__SOURCE RECORDS__.
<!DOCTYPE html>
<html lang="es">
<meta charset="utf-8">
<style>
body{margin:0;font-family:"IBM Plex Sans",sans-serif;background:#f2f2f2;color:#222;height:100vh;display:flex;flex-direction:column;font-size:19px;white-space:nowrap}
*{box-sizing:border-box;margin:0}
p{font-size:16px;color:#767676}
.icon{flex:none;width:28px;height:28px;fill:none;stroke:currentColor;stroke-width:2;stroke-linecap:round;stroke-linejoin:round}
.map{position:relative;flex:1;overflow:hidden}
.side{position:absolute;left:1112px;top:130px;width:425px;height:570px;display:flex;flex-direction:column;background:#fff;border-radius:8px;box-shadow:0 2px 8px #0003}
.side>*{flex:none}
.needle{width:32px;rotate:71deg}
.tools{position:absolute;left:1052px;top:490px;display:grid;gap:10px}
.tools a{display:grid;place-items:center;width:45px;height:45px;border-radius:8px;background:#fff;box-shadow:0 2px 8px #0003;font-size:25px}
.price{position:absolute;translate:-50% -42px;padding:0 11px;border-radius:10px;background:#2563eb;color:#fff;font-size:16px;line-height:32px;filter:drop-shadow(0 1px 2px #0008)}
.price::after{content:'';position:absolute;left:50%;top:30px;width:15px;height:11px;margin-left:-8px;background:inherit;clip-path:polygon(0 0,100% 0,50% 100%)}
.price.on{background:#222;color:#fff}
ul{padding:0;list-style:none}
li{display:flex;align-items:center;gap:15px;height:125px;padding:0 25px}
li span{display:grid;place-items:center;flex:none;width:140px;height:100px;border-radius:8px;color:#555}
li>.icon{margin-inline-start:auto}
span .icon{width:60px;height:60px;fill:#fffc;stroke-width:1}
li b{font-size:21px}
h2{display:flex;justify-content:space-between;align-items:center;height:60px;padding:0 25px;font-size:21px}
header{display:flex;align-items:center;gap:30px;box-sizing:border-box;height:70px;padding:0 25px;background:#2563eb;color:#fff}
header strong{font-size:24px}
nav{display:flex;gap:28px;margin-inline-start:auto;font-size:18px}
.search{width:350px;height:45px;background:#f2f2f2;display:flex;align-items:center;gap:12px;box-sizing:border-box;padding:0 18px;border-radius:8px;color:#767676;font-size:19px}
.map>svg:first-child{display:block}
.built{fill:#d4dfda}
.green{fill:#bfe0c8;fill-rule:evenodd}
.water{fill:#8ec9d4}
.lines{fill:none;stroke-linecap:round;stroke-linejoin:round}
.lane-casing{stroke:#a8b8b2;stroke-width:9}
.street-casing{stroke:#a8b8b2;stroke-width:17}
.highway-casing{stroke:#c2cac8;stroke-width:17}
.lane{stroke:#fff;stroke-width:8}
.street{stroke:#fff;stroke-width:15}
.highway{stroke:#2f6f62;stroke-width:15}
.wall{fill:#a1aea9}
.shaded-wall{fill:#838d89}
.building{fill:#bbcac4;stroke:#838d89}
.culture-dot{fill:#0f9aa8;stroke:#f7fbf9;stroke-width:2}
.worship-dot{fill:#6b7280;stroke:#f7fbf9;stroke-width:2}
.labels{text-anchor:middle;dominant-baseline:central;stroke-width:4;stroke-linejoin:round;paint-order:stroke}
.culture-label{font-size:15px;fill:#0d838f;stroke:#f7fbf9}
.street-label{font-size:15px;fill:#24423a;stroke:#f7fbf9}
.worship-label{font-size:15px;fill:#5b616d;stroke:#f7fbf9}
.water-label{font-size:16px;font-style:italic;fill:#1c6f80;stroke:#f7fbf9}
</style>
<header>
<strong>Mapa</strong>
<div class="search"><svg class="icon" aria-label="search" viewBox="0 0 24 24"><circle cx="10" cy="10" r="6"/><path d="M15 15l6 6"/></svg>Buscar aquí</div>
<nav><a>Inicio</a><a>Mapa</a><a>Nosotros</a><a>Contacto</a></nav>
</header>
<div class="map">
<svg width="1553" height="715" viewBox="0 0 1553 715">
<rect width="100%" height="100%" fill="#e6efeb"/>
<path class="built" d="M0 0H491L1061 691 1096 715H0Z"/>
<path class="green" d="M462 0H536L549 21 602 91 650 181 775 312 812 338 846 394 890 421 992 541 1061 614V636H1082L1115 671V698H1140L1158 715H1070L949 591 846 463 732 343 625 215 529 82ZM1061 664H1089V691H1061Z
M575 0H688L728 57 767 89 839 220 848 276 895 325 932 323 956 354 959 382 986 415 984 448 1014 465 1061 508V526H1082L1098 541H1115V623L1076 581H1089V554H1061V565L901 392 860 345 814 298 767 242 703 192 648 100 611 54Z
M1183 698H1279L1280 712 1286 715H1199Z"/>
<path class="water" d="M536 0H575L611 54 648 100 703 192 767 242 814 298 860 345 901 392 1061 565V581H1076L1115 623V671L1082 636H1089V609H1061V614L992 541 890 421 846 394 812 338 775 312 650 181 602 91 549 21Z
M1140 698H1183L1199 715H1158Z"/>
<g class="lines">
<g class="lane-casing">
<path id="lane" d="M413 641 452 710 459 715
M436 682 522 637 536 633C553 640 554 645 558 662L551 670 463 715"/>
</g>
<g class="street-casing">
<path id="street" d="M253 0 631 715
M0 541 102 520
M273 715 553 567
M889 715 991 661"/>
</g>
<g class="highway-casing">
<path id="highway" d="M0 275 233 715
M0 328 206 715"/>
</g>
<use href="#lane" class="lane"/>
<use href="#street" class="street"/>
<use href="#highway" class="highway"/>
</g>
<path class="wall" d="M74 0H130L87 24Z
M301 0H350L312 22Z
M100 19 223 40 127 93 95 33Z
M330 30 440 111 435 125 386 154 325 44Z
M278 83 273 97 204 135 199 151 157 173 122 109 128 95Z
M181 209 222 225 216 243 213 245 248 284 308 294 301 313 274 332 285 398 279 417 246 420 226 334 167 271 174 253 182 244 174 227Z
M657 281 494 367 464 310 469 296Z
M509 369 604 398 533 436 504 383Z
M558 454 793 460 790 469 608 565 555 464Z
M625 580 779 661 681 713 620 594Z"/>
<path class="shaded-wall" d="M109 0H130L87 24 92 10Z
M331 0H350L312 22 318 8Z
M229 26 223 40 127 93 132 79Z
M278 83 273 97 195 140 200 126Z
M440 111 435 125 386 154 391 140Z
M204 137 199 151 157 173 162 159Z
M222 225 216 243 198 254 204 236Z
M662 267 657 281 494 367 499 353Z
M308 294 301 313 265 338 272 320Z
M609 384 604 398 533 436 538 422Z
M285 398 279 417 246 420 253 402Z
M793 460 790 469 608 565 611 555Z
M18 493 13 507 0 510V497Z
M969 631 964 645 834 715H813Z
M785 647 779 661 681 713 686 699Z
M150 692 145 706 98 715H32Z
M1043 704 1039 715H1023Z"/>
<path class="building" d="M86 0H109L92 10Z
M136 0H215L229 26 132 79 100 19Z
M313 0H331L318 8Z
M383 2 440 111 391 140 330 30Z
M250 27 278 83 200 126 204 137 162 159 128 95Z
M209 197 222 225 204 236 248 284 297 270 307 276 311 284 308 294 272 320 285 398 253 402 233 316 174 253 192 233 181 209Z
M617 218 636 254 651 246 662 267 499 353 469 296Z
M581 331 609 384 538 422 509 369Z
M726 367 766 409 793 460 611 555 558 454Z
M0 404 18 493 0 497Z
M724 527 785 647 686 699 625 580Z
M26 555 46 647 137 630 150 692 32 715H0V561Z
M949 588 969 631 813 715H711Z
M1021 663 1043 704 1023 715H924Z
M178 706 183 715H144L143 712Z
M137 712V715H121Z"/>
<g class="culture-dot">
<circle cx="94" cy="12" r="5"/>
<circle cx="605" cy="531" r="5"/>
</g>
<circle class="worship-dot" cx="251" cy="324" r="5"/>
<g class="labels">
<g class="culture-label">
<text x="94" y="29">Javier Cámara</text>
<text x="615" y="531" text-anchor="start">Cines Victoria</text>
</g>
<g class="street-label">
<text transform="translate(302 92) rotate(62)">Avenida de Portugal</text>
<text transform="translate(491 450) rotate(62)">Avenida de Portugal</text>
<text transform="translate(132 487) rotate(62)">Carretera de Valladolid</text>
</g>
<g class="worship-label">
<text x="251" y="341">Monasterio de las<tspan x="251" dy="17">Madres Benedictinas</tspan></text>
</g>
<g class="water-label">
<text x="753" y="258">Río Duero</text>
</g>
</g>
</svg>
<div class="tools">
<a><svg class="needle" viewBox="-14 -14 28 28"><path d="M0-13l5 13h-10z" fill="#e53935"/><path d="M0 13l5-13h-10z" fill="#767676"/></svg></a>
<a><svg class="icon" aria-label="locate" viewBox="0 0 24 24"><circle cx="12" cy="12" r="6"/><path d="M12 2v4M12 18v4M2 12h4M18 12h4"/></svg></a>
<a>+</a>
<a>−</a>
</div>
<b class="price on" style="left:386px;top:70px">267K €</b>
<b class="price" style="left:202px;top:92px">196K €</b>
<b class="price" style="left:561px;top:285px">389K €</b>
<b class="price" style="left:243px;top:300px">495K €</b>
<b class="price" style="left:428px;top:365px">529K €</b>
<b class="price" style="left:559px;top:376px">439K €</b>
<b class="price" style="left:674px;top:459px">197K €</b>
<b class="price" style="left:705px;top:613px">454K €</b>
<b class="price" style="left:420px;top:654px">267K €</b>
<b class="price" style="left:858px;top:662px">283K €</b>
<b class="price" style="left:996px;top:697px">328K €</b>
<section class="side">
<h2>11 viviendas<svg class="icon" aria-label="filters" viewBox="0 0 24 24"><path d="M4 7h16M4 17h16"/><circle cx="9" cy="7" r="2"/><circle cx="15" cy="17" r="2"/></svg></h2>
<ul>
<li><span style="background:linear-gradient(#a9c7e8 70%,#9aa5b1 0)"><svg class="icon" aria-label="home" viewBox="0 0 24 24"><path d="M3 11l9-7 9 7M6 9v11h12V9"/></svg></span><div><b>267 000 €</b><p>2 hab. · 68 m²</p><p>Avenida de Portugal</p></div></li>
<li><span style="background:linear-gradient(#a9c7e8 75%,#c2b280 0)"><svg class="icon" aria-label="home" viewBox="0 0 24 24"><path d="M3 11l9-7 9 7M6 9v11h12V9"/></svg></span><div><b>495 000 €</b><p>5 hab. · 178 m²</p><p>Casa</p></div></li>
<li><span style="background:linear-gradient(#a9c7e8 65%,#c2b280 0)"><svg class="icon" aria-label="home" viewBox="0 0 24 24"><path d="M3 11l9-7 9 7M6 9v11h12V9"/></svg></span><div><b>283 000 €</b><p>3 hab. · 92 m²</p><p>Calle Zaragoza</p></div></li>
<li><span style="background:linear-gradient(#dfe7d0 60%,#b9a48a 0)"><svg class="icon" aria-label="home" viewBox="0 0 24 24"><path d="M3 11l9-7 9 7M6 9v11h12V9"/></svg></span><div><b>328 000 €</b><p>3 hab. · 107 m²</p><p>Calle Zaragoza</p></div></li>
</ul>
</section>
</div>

__WHAT IS REQUIRED__.
Please return every line in the data that includes the string "direction".

__ANSWER__.
body{margin:0;font-family:"IBM Plex Sans",sans-serif;background:#f2f2f2;color:#222;height:100vh;display:flex;flex-direction:column;font-size:19px;white-space:nowrap}
.side{position:absolute;left:1112px;top:130px;width:425px;height:570px;display:flex;flex-direction:column;background:#fff;border-radius:8px;box-shadow:0 2px 8px #0003}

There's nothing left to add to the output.